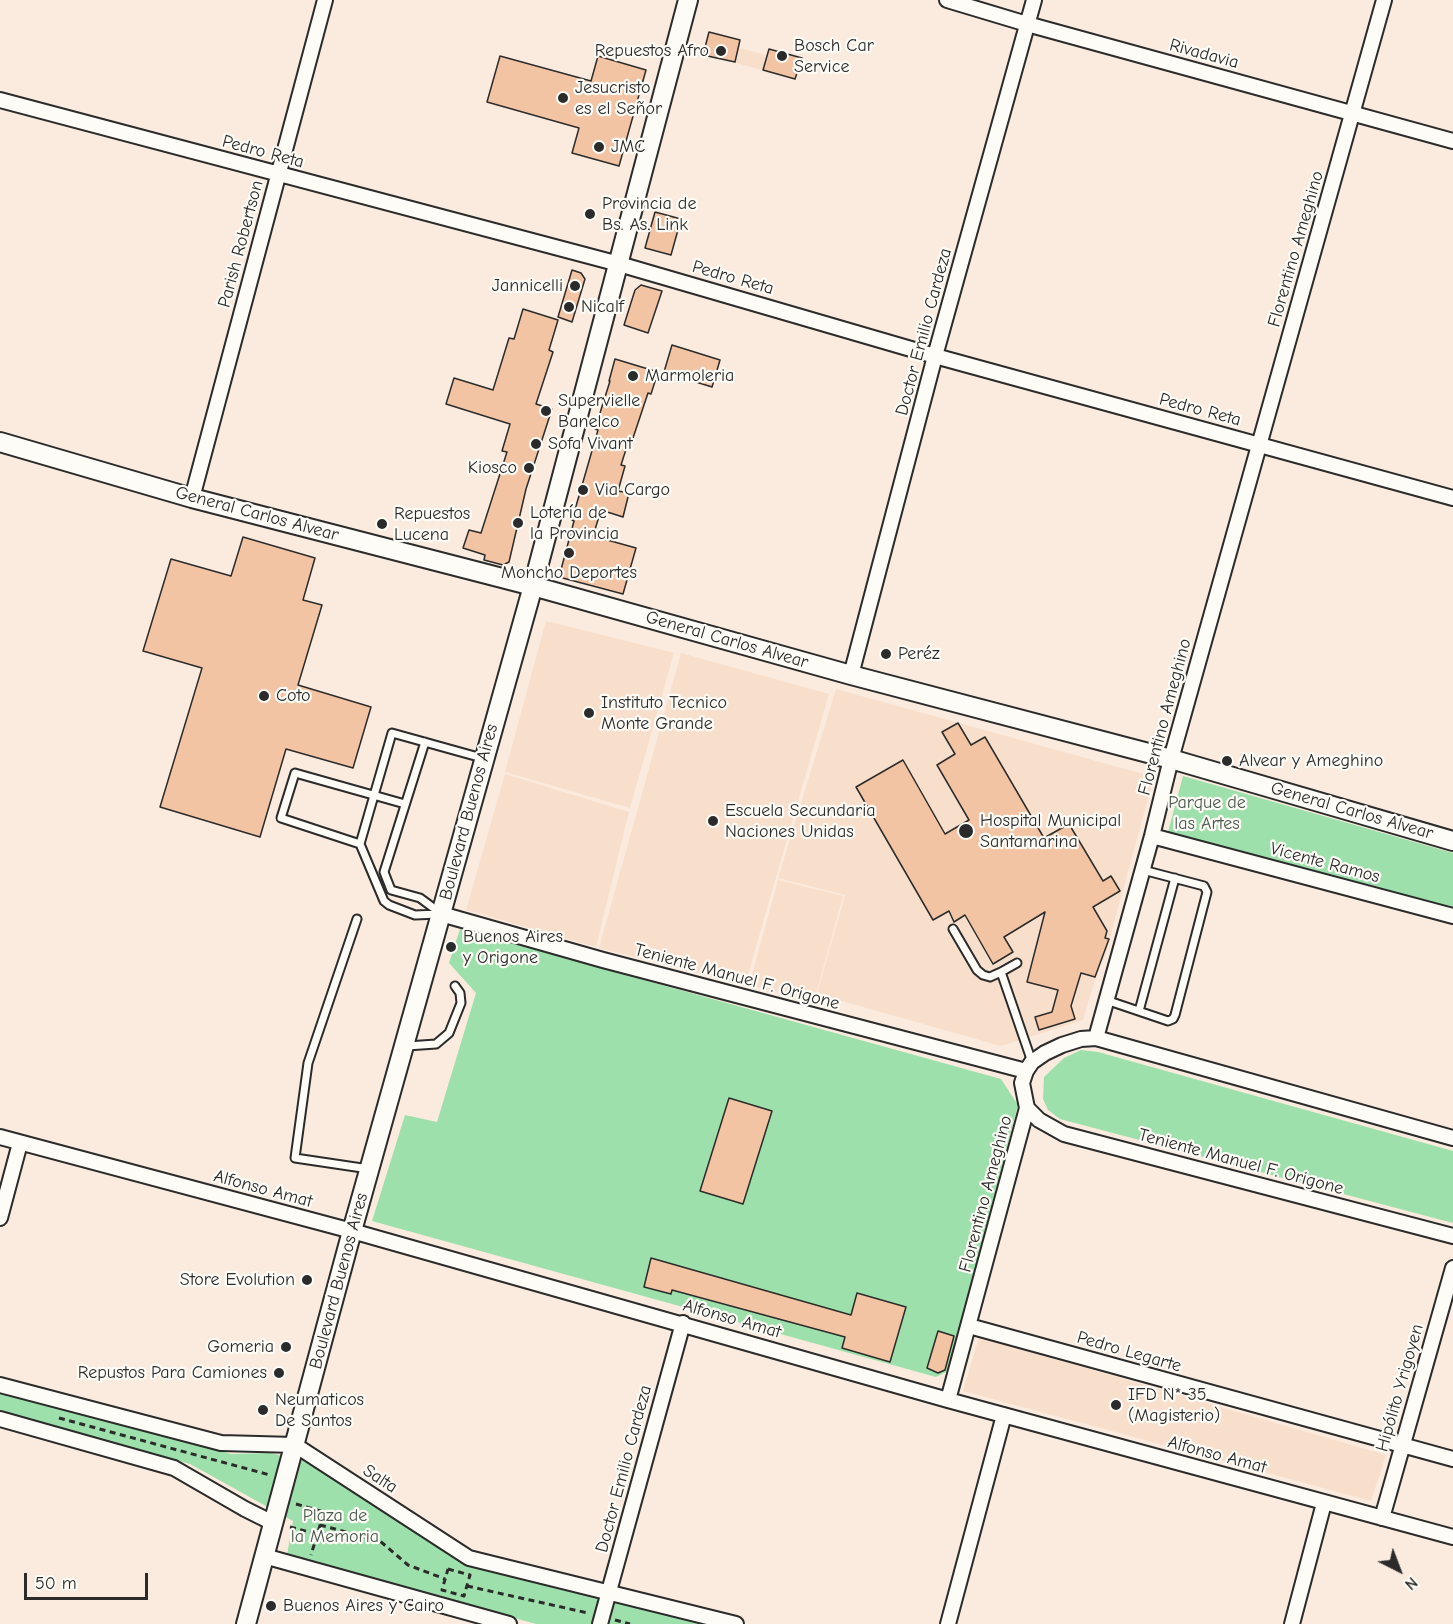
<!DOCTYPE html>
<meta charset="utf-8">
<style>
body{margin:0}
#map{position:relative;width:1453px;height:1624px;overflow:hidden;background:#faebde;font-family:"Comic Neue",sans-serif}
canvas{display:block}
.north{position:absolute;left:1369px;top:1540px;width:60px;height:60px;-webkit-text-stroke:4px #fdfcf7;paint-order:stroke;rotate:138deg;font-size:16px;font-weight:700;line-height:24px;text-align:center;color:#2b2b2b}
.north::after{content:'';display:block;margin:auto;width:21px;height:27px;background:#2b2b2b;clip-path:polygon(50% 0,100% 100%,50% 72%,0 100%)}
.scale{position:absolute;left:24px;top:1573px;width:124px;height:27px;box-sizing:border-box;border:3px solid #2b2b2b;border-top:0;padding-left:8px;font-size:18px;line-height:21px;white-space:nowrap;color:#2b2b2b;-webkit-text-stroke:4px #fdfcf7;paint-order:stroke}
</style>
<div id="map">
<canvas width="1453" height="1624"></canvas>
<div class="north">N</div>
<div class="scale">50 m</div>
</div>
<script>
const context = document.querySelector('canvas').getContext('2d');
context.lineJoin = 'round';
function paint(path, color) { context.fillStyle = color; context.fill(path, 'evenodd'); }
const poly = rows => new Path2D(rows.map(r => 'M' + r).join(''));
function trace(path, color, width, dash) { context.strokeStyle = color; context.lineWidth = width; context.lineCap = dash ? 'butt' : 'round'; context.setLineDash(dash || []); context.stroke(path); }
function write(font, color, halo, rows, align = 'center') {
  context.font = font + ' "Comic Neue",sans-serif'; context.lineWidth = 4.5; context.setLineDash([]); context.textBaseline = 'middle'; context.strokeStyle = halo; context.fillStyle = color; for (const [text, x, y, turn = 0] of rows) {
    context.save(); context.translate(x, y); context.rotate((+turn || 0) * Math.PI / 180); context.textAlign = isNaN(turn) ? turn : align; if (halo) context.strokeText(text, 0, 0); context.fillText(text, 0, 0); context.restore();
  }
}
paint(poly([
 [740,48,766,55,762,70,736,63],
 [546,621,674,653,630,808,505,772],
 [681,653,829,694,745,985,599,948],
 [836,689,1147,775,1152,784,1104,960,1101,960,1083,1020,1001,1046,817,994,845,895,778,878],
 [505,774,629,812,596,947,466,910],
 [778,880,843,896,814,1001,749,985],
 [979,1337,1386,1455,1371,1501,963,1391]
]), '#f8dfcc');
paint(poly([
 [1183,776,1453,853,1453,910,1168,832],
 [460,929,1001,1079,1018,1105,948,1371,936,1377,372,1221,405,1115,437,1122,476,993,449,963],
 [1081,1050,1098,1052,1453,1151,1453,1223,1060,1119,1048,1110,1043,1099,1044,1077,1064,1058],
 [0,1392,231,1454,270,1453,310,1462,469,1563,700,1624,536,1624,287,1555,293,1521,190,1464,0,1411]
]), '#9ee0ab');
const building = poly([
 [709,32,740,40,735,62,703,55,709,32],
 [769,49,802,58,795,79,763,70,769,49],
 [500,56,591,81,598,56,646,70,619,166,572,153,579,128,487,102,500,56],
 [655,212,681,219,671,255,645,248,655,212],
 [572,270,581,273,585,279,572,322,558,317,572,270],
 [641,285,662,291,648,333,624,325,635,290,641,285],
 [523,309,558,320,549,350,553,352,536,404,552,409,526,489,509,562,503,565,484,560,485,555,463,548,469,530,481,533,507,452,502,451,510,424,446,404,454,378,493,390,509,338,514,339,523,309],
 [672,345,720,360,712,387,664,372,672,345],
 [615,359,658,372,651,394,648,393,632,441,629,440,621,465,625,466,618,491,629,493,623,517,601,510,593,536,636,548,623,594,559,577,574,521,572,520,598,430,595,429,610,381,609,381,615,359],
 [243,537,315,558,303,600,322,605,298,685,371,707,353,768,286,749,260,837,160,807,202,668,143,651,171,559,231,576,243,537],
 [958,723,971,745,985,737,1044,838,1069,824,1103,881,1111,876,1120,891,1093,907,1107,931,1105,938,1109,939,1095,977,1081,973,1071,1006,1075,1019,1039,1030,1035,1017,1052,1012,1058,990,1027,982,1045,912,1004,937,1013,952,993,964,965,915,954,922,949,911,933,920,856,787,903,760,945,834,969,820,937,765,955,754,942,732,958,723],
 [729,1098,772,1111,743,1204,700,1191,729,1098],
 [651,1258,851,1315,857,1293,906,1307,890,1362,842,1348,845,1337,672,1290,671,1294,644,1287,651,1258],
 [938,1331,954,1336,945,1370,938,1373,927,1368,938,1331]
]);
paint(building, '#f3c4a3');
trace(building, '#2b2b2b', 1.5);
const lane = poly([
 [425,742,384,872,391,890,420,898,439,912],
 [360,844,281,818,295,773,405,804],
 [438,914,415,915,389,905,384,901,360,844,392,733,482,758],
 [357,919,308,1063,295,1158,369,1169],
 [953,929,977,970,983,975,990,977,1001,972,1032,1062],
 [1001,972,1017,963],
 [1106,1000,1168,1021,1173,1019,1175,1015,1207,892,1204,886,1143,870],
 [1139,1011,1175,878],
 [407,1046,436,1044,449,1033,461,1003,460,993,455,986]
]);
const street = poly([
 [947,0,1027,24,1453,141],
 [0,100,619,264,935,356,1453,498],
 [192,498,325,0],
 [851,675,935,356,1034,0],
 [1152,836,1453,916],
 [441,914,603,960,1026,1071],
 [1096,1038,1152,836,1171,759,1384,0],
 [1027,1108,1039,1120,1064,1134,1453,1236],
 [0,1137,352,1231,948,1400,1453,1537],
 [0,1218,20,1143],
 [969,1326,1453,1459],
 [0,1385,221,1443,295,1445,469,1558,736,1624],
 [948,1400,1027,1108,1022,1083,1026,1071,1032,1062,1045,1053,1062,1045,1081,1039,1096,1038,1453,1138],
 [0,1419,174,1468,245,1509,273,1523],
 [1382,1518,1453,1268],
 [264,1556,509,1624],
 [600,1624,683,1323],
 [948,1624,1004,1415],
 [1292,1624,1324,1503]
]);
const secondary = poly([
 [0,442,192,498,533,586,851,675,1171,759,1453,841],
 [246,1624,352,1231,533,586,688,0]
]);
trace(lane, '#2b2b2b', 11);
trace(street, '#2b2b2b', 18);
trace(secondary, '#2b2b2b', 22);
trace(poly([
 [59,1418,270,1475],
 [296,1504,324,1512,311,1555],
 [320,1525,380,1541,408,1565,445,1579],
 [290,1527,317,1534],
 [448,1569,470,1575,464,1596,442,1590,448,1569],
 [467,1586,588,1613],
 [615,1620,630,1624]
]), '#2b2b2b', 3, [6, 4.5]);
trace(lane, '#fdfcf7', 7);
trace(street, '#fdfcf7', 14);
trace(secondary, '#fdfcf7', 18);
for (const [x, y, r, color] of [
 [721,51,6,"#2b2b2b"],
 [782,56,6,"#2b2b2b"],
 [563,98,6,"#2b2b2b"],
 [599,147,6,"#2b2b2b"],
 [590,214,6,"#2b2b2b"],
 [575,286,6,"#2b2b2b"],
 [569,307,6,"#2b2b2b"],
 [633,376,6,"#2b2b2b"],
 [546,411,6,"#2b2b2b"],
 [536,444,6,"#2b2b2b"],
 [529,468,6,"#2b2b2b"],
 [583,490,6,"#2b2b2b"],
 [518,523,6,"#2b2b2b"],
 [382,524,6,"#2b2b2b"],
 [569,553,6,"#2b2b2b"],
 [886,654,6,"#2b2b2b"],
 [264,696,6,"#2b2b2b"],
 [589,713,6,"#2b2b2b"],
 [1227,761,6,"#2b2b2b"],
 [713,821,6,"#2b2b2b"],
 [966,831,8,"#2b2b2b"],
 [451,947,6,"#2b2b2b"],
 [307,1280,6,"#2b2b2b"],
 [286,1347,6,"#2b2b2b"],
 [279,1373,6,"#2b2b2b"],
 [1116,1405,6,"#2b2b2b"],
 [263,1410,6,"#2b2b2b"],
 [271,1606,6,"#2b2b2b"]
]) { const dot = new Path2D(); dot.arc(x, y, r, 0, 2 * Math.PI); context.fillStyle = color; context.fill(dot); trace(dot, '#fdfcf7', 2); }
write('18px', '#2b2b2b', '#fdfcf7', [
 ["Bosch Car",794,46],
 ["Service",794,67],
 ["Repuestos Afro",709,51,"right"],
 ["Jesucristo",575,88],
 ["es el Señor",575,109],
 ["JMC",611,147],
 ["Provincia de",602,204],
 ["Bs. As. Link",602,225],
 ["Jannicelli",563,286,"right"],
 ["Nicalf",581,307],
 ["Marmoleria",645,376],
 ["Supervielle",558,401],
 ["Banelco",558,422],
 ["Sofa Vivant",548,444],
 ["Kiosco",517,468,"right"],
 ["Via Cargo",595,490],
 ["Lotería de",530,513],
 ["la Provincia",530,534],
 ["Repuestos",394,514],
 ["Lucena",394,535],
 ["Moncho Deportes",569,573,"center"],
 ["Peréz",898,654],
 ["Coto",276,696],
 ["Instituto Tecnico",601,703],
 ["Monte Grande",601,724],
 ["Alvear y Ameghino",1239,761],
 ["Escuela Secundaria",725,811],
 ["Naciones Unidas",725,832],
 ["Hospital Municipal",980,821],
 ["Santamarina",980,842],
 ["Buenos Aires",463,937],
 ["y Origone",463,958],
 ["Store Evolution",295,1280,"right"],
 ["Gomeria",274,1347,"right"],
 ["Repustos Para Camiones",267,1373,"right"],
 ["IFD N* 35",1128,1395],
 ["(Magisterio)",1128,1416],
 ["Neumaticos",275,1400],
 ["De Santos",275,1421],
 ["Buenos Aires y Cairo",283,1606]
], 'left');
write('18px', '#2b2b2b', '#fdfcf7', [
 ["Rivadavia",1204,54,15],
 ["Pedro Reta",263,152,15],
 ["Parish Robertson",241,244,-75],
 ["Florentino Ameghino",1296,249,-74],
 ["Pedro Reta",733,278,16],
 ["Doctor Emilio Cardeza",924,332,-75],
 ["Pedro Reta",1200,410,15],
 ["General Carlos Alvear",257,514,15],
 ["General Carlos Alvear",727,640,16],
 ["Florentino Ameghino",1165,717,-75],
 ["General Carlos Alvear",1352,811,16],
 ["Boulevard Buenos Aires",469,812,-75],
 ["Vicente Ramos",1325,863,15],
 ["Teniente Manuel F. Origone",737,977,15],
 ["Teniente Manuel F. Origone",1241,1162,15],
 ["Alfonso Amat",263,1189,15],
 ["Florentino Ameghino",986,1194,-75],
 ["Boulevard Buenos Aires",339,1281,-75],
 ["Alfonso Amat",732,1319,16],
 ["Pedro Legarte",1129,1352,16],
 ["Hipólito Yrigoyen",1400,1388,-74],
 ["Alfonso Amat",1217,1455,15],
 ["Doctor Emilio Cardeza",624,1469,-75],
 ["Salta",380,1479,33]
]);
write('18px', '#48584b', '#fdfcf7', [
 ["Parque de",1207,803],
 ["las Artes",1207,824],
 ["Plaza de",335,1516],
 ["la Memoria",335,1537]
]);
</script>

---

About this exercise:
From the first line of the listing above, repeat every line through the one holding "function write(font, color, halo, rows, align". Both ends count, and pictures stay out.

Written response:
<!DOCTYPE html>
<meta charset="utf-8">
<style>
body{margin:0}
#map{position:relative;width:1453px;height:1624px;overflow:hidden;background:#faebde;font-family:"Comic Neue",sans-serif}
canvas{display:block}
.north{position:absolute;left:1369px;top:1540px;width:60px;height:60px;-webkit-text-stroke:4px #fdfcf7;paint-order:stroke;rotate:138deg;font-size:16px;font-weight:700;line-height:24px;text-align:center;color:#2b2b2b}
.north::after{content:'';display:block;margin:auto;width:21px;height:27px;background:#2b2b2b;clip-path:polygon(50% 0,100% 100%,50% 72%,0 100%)}
.scale{position:absolute;left:24px;top:1573px;width:124px;height:27px;box-sizing:border-box;border:3px solid #2b2b2b;border-top:0;padding-left:8px;font-size:18px;line-height:21px;white-space:nowrap;color:#2b2b2b;-webkit-text-stroke:4px #fdfcf7;paint-order:stroke}
</style>
<div id="map">
<canvas width="1453" height="1624"></canvas>
<div class="north">N</div>
<div class="scale">50 m</div>
</div>
<script>
const context = document.querySelector('canvas').getContext('2d');
context.lineJoin = 'round';
function paint(path, color) { context.fillStyle = color; context.fill(path, 'evenodd'); }
const poly = rows => new Path2D(rows.map(r => 'M' + r).join(''));
function trace(path, color, width, dash) { context.strokeStyle = color; context.lineWidth = width; context.lineCap = dash ? 'butt' : 'round'; context.setLineDash(dash || []); context.stroke(path); }
function write(font, color, halo, rows, align = 'center') {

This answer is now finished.